Respected silk and rights activist, Mr Femi Falana, SAN, is pushing for the immediate disbandment of the board of inquiry established by the Nigerian Defence Headquarters to probe the gruesome killing of soldiers at Okuama community in Delta State.

The senior lawyer, in a letter, sent to the office of the Attorney General of Federation and Minister of Justice, Lateef Fagbemi (SAN), on Wednesday, is contending that the Board is illegal

According to him, by the provisions of the Armed Forces Act, it is only a state governor that is statutorily empowered to set up a board of inquiry to unravel the circumstances which led to the death of the army personnel in the state.

The letter reads: “The Board of Inquiry constituted by the Defence Headquarters to probe the March 14 killing of 16 soldiers at Okuama, Delta State, commenced sitting in Warri, Delta State last week.

“The Chairman of the Board, Air Vice Marshal David Ajayi, told Governor Sheriff Oborevwori in Warri: ‘We are on a fact-finding mission and not to apportion blame.
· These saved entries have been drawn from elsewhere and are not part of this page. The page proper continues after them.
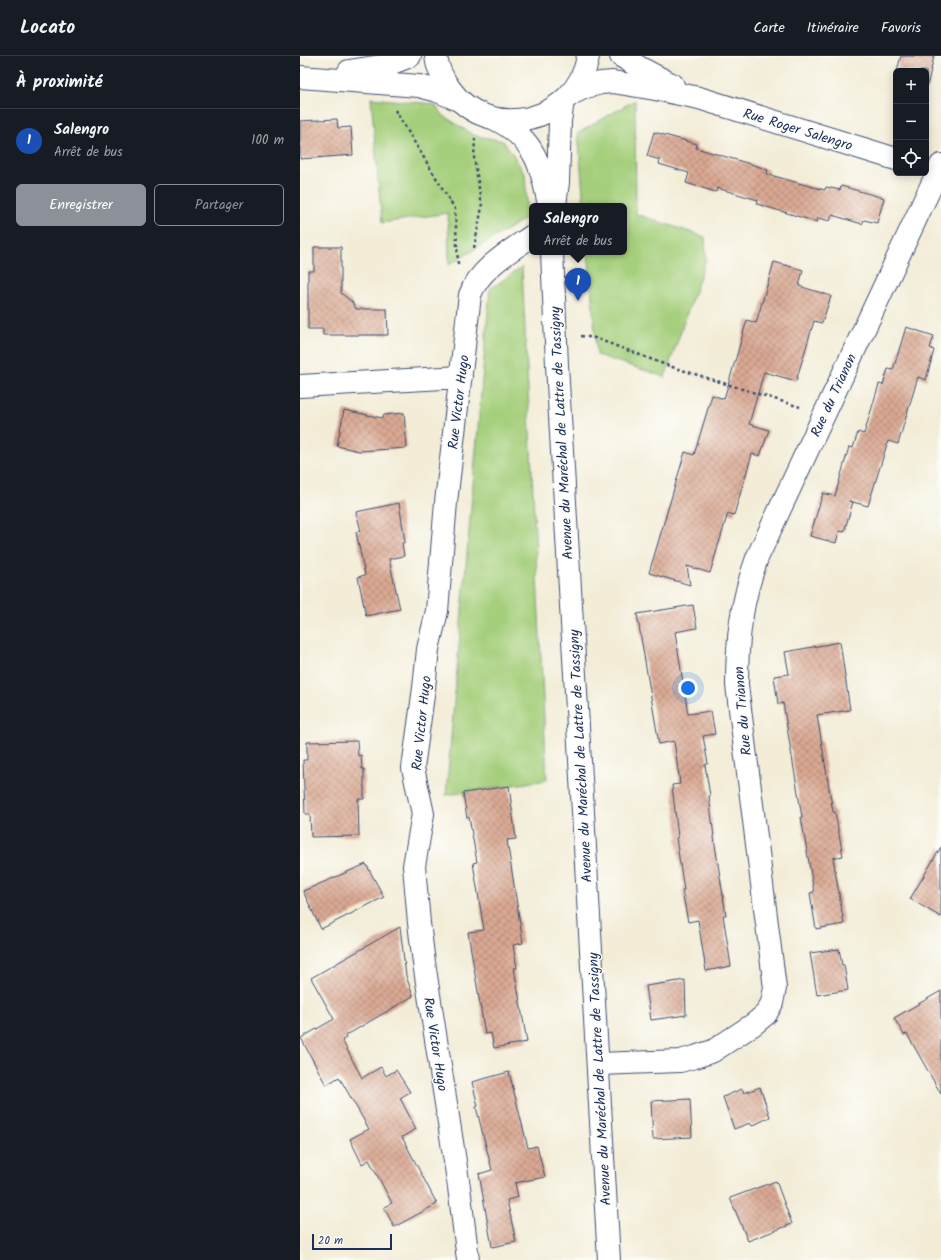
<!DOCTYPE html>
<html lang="fr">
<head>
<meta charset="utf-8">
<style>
	:root { --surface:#171b24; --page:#242831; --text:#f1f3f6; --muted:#9ea1a6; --line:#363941; --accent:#8c9099 }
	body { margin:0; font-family:Kalam,sans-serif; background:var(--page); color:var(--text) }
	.controls { position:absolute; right:12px; top:12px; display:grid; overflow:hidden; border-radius:6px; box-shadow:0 2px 10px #0003 }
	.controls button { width:36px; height:36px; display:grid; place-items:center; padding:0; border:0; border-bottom:1px solid var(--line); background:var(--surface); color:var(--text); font:20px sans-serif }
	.scale { position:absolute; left:12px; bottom:10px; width:80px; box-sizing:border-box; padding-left:4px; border:2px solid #1b2f5e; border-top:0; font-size:11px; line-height:14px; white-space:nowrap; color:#1b2f5e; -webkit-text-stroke:3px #fdfcf7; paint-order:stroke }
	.you { position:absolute; left:388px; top:632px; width:14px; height:14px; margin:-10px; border:3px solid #fff; border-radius:50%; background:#1a73e8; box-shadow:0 0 0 6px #1a73e833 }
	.badge { display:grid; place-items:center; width:26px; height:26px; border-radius:50%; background:var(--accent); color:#fff; font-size:13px; font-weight:700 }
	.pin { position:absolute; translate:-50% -33px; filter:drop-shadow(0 1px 2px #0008) }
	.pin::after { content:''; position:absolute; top:21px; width:14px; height:12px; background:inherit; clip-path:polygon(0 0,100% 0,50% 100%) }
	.popup { position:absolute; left:229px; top:147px; width:98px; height:52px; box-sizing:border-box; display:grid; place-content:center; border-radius:6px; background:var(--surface); filter:drop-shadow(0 1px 3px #0005); font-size:13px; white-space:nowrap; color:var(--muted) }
	.popup b { font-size:15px; color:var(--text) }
	.popup::after { content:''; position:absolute; left:50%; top:100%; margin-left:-8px; border:8px solid transparent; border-top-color:var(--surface) }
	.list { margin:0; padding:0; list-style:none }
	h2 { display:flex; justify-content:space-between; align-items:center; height:52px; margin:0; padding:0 16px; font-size:17px }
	h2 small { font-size:13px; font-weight:400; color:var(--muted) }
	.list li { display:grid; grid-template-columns:26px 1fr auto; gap:12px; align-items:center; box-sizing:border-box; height:64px; padding:0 16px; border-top:1px solid var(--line) }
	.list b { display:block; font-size:15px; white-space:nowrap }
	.list p { margin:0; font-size:13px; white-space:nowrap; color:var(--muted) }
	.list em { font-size:13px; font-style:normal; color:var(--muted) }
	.actions { display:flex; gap:8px; padding:12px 16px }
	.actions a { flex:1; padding:9px 0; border:1px solid var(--accent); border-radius:6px; text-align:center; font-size:14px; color:var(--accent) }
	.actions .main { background:var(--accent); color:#fff }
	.icon { flex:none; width:22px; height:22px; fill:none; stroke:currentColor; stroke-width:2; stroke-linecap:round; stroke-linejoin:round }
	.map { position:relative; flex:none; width:641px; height:1204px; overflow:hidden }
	header { display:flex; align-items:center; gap:24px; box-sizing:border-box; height:56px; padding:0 20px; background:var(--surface); border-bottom:1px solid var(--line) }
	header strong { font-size:19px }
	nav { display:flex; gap:22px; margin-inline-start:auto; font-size:14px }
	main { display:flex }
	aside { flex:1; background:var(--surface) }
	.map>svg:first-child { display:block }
	.green { fill:#a5cf7b; stroke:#607f6c }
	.building { fill:url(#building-cross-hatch) }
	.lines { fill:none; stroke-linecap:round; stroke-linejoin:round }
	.minor-casing { stroke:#3b4c70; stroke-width:24 }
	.major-casing { stroke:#3b4c70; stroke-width:24 }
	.path { stroke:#3b4c70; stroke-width:2.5; stroke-dasharray:3 3; stroke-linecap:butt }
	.minor { stroke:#fff; stroke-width:22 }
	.major { stroke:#fff; stroke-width:22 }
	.labels { text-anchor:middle; stroke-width:3; stroke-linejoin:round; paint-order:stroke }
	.street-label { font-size:14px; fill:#1b2f5e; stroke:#fdfcf7 }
</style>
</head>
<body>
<header>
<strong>Locato</strong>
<nav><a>Carte</a><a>Itinéraire</a><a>Favoris</a></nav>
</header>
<main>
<aside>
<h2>À proximité<small></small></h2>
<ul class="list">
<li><span class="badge" style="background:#1a4fb4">1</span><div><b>Salengro</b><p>Arrêt de bus</p></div><em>100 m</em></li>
</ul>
<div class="actions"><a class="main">Enregistrer</a><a>Partager</a></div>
</aside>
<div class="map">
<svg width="641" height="1204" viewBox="0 0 641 1204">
	<defs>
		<pattern id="building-cross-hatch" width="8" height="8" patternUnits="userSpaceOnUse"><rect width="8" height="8" fill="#daa993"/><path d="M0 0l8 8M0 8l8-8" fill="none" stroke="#b08a7b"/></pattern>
	</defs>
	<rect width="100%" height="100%" fill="#fdfcf7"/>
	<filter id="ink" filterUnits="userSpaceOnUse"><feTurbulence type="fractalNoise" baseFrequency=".025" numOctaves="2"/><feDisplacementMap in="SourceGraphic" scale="8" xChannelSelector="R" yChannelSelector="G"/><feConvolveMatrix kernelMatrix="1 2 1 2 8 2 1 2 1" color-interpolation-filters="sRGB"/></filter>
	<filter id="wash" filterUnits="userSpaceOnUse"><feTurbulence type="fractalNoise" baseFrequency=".012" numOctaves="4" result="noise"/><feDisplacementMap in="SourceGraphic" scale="16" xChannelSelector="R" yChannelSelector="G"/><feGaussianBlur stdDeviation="0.9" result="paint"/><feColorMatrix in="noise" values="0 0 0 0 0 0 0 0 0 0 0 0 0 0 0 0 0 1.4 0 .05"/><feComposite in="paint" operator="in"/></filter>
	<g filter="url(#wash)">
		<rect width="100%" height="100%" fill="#f3edd8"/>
		<path class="green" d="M 71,42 L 134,48 L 144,60 L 173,79 L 203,85 L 212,97 L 225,118 L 228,161 L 149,209 L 148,157 L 82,167 Z
			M 335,44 L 336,158 L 405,181 L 406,203 L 365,321 L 297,299 L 288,196 L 324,196 L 324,150 L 284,150 L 278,77 Z
			M 222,211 L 247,724 L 146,739 L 190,233 Z"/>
		<g id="blocks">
			<path class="building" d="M 601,0 L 634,0 L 627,31 L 626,15 L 597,15 Z
				M 37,63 L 38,72 L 51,71 L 53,99 L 0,103 L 0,65 Z
				M 354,76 L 397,88 L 396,92 L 457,110 L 468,114 L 467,118 L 495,126 L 525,134 L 526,131 L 540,134 L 541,130 L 584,142 L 577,167 L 564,164 L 562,168 L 532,159 L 530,165 L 518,162 L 517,166 L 457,148 L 458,144 L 417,132 L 416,136 L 386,127 L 389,117 L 359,108 L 360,104 L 347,100 Z
				M 14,191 L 41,191 L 41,237 L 52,246 L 56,253 L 87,253 L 88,279 L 23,279 L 23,273 L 8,273 L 8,215 L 14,215 Z
				M 474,206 L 503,214 L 499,230 L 531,240 L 522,267 L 514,265 L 496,325 L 464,316 L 449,368 L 469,374 L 460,400 L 452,398 L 434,459 L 428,457 L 410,517 L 387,510 L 390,529 L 349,517 L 385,396 L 394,399 L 412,339 L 424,343 L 447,264 L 456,267 Z
				M 606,271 L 634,280 L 630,292 L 634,294 L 626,324 L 618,321 L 598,388 L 588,385 L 568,450 L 549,445 L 553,446 L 544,476 L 539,475 L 536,487 L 510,480 L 523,437 L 535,440 L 549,391 L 553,392 L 558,376 L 564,378 L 579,328 L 583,329 L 588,313 L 593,314 Z
				M 44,354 L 82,362 L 84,359 L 104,357 L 107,392 L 59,395 L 37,390 Z
				M 99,447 L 105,486 L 102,487 L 104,500 L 89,503 L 100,553 L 66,560 L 58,521 L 65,519 L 56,476 L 61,475 L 56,456 Z
				M 393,549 L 397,572 L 375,576 L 388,658 L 411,655 L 415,678 L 403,680 L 408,708 L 405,709 L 410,740 L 409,740 L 415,789 L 426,859 L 423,859 L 431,910 L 406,915 L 398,864 L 388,866 L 382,834 L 384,834 L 376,782 L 378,781 L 372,729 L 380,728 L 374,685 L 359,688 L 337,558 Z
				M 540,586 L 550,654 L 517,659 L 533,756 L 535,756 L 543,800 L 533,802 L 544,868 L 516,873 L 510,837 L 514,836 L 501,761 L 502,761 L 483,647 L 478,648 L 474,620 L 489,618 L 485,596 Z
				M 57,685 L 58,700 L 61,699 L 62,713 L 64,713 L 64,743 L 58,743 L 59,780 L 11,781 L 10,758 L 5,758 L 3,704 L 7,704 L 7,686 Z
				M 209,730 L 216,783 L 207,784 L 223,887 L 213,889 L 217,912 L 214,912 L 227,986 L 194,992 L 191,977 L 185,978 L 168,876 L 184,874 L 173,807 L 177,806 L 169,761 L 167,762 L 163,737 Z
				M 641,791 L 641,861 L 610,843 Z
				M 66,808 L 84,841 L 21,873 L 3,835 Z
				M 100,871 L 106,920 L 113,940 L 45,980 L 46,982 L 42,984 L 62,1022 L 81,1011 L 86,1020 L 96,1014 L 110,1036 L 100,1042 L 116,1073 L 102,1081 L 137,1148 L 94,1171 L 84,1151 L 92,1147 L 69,1104 L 62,1108 L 50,1083 L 69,1073 L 39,1021 L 26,1029 L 1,982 L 34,963 L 11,922 Z
				M 539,893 L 542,909 L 544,909 L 548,934 L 517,939 L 510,897 Z
				M 385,924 L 386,959 L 351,964 L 346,930 Z
				M 641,935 L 641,1038 L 607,978 L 604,979 L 594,962 Z
				M 209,1016 L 228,1092 L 237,1090 L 245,1121 L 215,1127 L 218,1141 L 207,1144 L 216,1186 L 192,1191 L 179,1118 L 192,1114 L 176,1051 L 178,1050 L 172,1026 Z
				M 460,1031 L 470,1061 L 452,1070 L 450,1067 L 434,1073 L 423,1041 L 442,1033 L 444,1037 Z
				M 390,1043 L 392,1081 L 353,1083 L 351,1045 Z
				M 476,1125 L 492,1168 L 448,1185 L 430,1142 Z"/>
		</g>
	</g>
	<g filter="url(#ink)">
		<use href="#blocks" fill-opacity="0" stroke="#3b4c70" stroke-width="1"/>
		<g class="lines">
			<defs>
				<path id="minor" d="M 321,0 L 342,13 L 373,29
					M 49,15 L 87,9 L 110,0
					M 0,21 L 119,30 L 135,34 L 159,44
					M 271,38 L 286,31 L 301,27 L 313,26 L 355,33 L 399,42 L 596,103
					M 0,330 L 161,321
					M 298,1008 L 380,1005 L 395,1001 L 413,995 L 454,968 L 466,958 L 472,947 L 475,932 L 437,629 C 437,583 441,546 457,502 L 641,109
					M 168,1204 L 159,1131 L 124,907 L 119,867 L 114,810 L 123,758 L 113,712 L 124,632 L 128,593 L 137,555 L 146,446 L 170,239 C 179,213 210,195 232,180"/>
				<path id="major" d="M 136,0 C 137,12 143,23 150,33 C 189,88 278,66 288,0
					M 195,63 C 234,82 242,110 249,150
					M 255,149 L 258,126 L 260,65 L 263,45
					M 252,196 L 257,309 L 309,1204"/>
			</defs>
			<use href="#minor" class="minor-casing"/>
			<use href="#major" class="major-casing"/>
			<path class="path" d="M 95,54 L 155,153 L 158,208
				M 174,192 L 182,151 L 174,101 L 175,83
				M 281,280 L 295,282 L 369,310 L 500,351"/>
			<use href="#minor" class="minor"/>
			<use href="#major" class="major"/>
		</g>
	</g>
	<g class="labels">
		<g class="street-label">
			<text transform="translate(498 73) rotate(17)" y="5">Rue Roger Salengro</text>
			<text transform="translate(533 339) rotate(-65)" y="5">Rue du Trianon</text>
			<text transform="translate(158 346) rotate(-83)" y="5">Rue Victor Hugo</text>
			<text transform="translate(261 377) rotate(-93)" y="5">Avenue du Maréchal de Lattre de Tassigny</text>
			<text transform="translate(442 655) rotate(-95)" y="5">Rue du Trianon</text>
			<text transform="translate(121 667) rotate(-84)" y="5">Rue Victor Hugo</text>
			<text transform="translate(280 700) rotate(-93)" y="5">Avenue du Maréchal de Lattre de Tassigny</text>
			<text transform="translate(136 988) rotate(81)" y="5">Rue Victor Hugo</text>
			<text transform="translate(299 1023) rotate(-93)" y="5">Avenue du Maréchal de Lattre de Tassigny</text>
		</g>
	</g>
</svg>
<div class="controls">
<button>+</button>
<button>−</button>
<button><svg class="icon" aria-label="locate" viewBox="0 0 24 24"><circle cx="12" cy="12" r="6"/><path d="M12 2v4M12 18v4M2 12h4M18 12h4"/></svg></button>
</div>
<div class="scale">20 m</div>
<div class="you"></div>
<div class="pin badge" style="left:278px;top:245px;background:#1a4fb4">1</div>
<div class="popup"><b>Salengro</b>Arrêt de bus</div>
</div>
</main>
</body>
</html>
We are here to gather facts from security agencies, community leaders, and community dwellers.’

“By virtue of section 172 of the Armed Forces Act, a board of inquiry is set up by military authorities to consider a wide range of misconduct or issues that pertain to the conduct or performance of members of the armed forces or their suitability for continued military service.”

Falana said that, therefore, the authorities of the armed forces lack the power to investigate alleged criminal activities of citizens who are not subject to service law.

He said, “For the avoidance of doubt, section 172(4) of the Armed Forces Act states that ‘Evidence given before a board of inquiry shall not be admissible against a person in a proceeding before a court-martial or at a summary trial by the commanding officer or appropriate superior authority other than a proceeding for an offence under section 101 of this Act or for an offence under section 114 of this Act when the corresponding offence is perjury.’

“Under the current democratic dispensation, the Governor of Delta State, Hon. Sheriff Francis Orohwedor Oborevwori is the only competent person empowered by the Delta State Tribunal of Inquiry Law to set up a commission of enquiry to investigate the killing of the 17 soldiers.

“Our authority for this submission is the case of Fawehinmi v Babangida (2003) 10 WRN 1, where the Supreme Court held that the power to institute a judicial or administrative inquiry to investigate civil disturbances is vested in the Governor of each state of the Federation and that the power of the President to set up a panel of inquiry is limited to the Federal Capital Territory.

“Since the board of inquiry set up by the defence headquarters lacks the power to investigate ‘community leaders and community dwellers’, it should be disbanded forthwith. The Delta State Governor ought to be advised to institute a judicial commission of enquiry to probe the remote and immediate cause of the brutal killing of the 16 soldiers at Okuama.”